Top of The data

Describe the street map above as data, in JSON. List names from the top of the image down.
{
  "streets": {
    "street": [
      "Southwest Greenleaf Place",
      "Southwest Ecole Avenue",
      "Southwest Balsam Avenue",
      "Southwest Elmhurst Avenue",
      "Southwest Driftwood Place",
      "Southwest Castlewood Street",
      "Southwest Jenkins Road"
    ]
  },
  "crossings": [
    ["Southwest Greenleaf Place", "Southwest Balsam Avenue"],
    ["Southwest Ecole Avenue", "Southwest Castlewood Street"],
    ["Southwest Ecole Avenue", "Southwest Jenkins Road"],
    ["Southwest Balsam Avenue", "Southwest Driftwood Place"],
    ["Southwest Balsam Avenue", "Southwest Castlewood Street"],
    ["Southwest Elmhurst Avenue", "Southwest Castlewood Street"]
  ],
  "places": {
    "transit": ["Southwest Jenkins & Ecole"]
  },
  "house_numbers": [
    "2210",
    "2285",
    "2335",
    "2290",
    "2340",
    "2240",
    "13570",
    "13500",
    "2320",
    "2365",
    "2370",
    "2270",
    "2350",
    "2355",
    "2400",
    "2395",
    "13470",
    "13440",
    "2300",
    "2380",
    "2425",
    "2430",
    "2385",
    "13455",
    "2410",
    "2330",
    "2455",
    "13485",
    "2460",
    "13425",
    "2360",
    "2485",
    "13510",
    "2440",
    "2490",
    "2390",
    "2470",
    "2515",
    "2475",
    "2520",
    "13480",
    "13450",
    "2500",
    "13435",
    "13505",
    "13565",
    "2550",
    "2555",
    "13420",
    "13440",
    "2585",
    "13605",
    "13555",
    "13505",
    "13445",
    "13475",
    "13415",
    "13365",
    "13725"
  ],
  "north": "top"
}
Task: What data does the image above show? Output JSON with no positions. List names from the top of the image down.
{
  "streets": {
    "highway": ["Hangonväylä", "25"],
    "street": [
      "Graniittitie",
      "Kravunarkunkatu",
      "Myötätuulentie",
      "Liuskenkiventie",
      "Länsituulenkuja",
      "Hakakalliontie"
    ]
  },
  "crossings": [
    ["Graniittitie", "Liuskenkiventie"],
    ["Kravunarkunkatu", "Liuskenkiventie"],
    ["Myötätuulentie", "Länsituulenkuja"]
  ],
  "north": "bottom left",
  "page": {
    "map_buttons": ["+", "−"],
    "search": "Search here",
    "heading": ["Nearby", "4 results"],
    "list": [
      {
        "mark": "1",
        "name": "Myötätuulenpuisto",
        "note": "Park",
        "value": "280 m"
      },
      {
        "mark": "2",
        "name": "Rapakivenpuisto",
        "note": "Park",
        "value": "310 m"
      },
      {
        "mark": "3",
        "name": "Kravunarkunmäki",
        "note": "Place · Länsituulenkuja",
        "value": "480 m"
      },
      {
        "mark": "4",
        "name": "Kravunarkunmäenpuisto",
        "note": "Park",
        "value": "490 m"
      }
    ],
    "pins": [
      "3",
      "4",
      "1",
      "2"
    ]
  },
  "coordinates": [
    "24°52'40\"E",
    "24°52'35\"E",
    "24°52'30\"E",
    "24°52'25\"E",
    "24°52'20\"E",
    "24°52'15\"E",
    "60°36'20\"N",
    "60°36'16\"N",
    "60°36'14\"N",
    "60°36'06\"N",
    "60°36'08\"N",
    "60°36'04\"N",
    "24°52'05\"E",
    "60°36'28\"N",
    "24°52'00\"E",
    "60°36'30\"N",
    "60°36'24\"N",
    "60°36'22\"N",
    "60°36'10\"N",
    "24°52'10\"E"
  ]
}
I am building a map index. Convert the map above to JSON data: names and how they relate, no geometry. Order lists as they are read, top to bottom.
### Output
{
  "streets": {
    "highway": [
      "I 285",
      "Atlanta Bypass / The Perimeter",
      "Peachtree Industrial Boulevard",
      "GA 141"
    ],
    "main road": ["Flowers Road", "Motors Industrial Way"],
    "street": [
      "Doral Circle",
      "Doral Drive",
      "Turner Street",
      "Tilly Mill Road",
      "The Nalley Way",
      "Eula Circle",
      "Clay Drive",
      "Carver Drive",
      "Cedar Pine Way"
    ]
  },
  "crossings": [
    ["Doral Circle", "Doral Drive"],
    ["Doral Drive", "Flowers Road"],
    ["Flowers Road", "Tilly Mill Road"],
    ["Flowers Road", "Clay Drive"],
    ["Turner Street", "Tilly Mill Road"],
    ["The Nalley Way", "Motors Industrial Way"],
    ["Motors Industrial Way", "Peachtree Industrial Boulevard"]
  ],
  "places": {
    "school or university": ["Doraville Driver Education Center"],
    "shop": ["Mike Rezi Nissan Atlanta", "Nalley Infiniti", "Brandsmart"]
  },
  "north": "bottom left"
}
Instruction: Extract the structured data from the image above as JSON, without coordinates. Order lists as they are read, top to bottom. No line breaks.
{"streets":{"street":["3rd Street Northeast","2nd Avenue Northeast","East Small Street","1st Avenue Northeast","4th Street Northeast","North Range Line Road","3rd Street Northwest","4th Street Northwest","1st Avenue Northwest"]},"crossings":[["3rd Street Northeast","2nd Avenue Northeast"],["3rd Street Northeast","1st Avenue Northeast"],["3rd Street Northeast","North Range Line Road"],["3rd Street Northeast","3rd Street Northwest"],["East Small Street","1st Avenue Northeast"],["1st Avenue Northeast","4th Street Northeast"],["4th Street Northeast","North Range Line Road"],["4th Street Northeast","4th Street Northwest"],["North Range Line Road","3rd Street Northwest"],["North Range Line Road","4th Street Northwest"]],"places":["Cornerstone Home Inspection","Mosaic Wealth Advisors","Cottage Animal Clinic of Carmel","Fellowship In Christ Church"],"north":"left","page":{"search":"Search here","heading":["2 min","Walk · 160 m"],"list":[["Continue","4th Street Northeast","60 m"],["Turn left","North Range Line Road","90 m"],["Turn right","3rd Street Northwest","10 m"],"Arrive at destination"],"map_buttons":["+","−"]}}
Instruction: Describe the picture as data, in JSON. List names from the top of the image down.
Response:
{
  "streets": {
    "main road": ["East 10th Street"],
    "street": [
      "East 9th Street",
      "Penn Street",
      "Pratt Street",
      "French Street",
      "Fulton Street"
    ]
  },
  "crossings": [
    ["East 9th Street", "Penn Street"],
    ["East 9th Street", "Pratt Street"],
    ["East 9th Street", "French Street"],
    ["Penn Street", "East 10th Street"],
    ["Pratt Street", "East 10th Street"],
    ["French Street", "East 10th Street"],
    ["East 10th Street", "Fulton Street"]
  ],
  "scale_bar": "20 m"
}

Bottom of The data

Work task: The full set of records above is to be printed again verbatim.

Task result:
Describe the street map above as data, in JSON. List names from the top of the image down.
{
  "streets": {
    "street": [
      "Southwest Greenleaf Place",
      "Southwest Ecole Avenue",
      "Southwest Balsam Avenue",
      "Southwest Elmhurst Avenue",
      "Southwest Driftwood Place",
      "Southwest Castlewood Street",
      "Southwest Jenkins Road"
    ]
  },
  "crossings": [
    ["Southwest Greenleaf Place", "Southwest Balsam Avenue"],
    ["Southwest Ecole Avenue", "Southwest Castlewood Street"],
    ["Southwest Ecole Avenue", "Southwest Jenkins Road"],
    ["Southwest Balsam Avenue", "Southwest Driftwood Place"],
    ["Southwest Balsam Avenue", "Southwest Castlewood Street"],
    ["Southwest Elmhurst Avenue", "Southwest Castlewood Street"]
  ],
  "places": {
    "transit": ["Southwest Jenkins & Ecole"]
  },
  "house_numbers": [
    "2210",
    "2285",
    "2335",
    "2290",
    "2340",
    "2240",
    "13570",
    "13500",
    "2320",
    "2365",
    "2370",
    "2270",
    "2350",
    "2355",
    "2400",
    "2395",
    "13470",
    "13440",
    "2300",
    "2380",
    "2425",
    "2430",
    "2385",
    "13455",
    "2410",
    "2330",
    "2455",
    "13485",
    "2460",
    "13425",
    "2360",
    "2485",
    "13510",
    "2440",
    "2490",
    "2390",
    "2470",
    "2515",
    "2475",
    "2520",
    "13480",
    "13450",
    "2500",
    "13435",
    "13505",
    "13565",
    "2550",
    "2555",
    "13420",
    "13440",
    "2585",
    "13605",
    "13555",
    "13505",
    "13445",
    "13475",
    "13415",
    "13365",
    "13725"
  ],
  "north": "top"
}
Task: What data does the image above show? Output JSON with no positions. List names from the top of the image down.
{
  "streets": {
    "highway": ["Hangonväylä", "25"],
    "street": [
      "Graniittitie",
      "Kravunarkunkatu",
      "Myötätuulentie",
      "Liuskenkiventie",
      "Länsituulenkuja",
      "Hakakalliontie"
    ]
  },
  "crossings": [
    ["Graniittitie", "Liuskenkiventie"],
    ["Kravunarkunkatu", "Liuskenkiventie"],
    ["Myötätuulentie", "Länsituulenkuja"]
  ],
  "north": "bottom left",
  "page": {
    "map_buttons": ["+", "−"],
    "search": "Search here",
    "heading": ["Nearby", "4 results"],
    "list": [
      {
        "mark": "1",
        "name": "Myötätuulenpuisto",
        "note": "Park",
        "value": "280 m"
      },
      {
        "mark": "2",
        "name": "Rapakivenpuisto",
        "note": "Park",
        "value": "310 m"
      },
      {
        "mark": "3",
        "name": "Kravunarkunmäki",
        "note": "Place · Länsituulenkuja",
        "value": "480 m"
      },
      {
        "mark": "4",
        "name": "Kravunarkunmäenpuisto",
        "note": "Park",
        "value": "490 m"
      }
    ],
    "pins": [
      "3",
      "4",
      "1",
      "2"
    ]
  },
  "coordinates": [
    "24°52'40\"E",
    "24°52'35\"E",
    "24°52'30\"E",
    "24°52'25\"E",
    "24°52'20\"E",
    "24°52'15\"E",
    "60°36'20\"N",
    "60°36'16\"N",
    "60°36'14\"N",
    "60°36'06\"N",
    "60°36'08\"N",
    "60°36'04\"N",
    "24°52'05\"E",
    "60°36'28\"N",
    "24°52'00\"E",
    "60°36'30\"N",
    "60°36'24\"N",
    "60°36'22\"N",
    "60°36'10\"N",
    "24°52'10\"E"
  ]
}
I am building a map index. Convert the map above to JSON data: names and how they relate, no geometry. Order lists as they are read, top to bottom.
### Output
{
  "streets": {
    "highway": [
      "I 285",
      "Atlanta Bypass / The Perimeter",
      "Peachtree Industrial Boulevard",
      "GA 141"
    ],
    "main road": ["Flowers Road", "Motors Industrial Way"],
    "street": [
      "Doral Circle",
      "Doral Drive",
      "Turner Street",
      "Tilly Mill Road",
      "The Nalley Way",
      "Eula Circle",
      "Clay Drive",
      "Carver Drive",
      "Cedar Pine Way"
    ]
  },
  "crossings": [
    ["Doral Circle", "Doral Drive"],
    ["Doral Drive", "Flowers Road"],
    ["Flowers Road", "Tilly Mill Road"],
    ["Flowers Road", "Clay Drive"],
    ["Turner Street", "Tilly Mill Road"],
    ["The Nalley Way", "Motors Industrial Way"],
    ["Motors Industrial Way", "Peachtree Industrial Boulevard"]
  ],
  "places": {
    "school or university": ["Doraville Driver Education Center"],
    "shop": ["Mike Rezi Nissan Atlanta", "Nalley Infiniti", "Brandsmart"]
  },
  "north": "bottom left"
}
Instruction: Extract the structured data from the image above as JSON, without coordinates. Order lists as they are read, top to bottom. No line breaks.
{"streets":{"street":["3rd Street Northeast","2nd Avenue Northeast","East Small Street","1st Avenue Northeast","4th Street Northeast","North Range Line Road","3rd Street Northwest","4th Street Northwest","1st Avenue Northwest"]},"crossings":[["3rd Street Northeast","2nd Avenue Northeast"],["3rd Street Northeast","1st Avenue Northeast"],["3rd Street Northeast","North Range Line Road"],["3rd Street Northeast","3rd Street Northwest"],["East Small Street","1st Avenue Northeast"],["1st Avenue Northeast","4th Street Northeast"],["4th Street Northeast","North Range Line Road"],["4th Street Northeast","4th Street Northwest"],["North Range Line Road","3rd Street Northwest"],["North Range Line Road","4th Street Northwest"]],"places":["Cornerstone Home Inspection","Mosaic Wealth Advisors","Cottage Animal Clinic of Carmel","Fellowship In Christ Church"],"north":"left","page":{"search":"Search here","heading":["2 min","Walk · 160 m"],"list":[["Continue","4th Street Northeast","60 m"],["Turn left","North Range Line Road","90 m"],["Turn right","3rd Street Northwest","10 m"],"Arrive at destination"],"map_buttons":["+","−"]}}
Instruction: Describe the picture as data, in JSON. List names from the top of the image down.
Response:
{
  "streets": {
    "main road": ["East 10th Street"],
    "street": [
      "East 9th Street",
      "Penn Street",
      "Pratt Street",
      "French Street",
      "Fulton Street"
    ]
  },
  "crossings": [
    ["East 9th Street", "Penn Street"],
    ["East 9th Street", "Pratt Street"],
    ["East 9th Street", "French Street"],
    ["Penn Street", "East 10th Street"],
    ["Pratt Street", "East 10th Street"],
    ["French Street", "East 10th Street"],
    ["East 10th Street", "Fulton Street"]
  ],
  "scale_bar": "20 m"
}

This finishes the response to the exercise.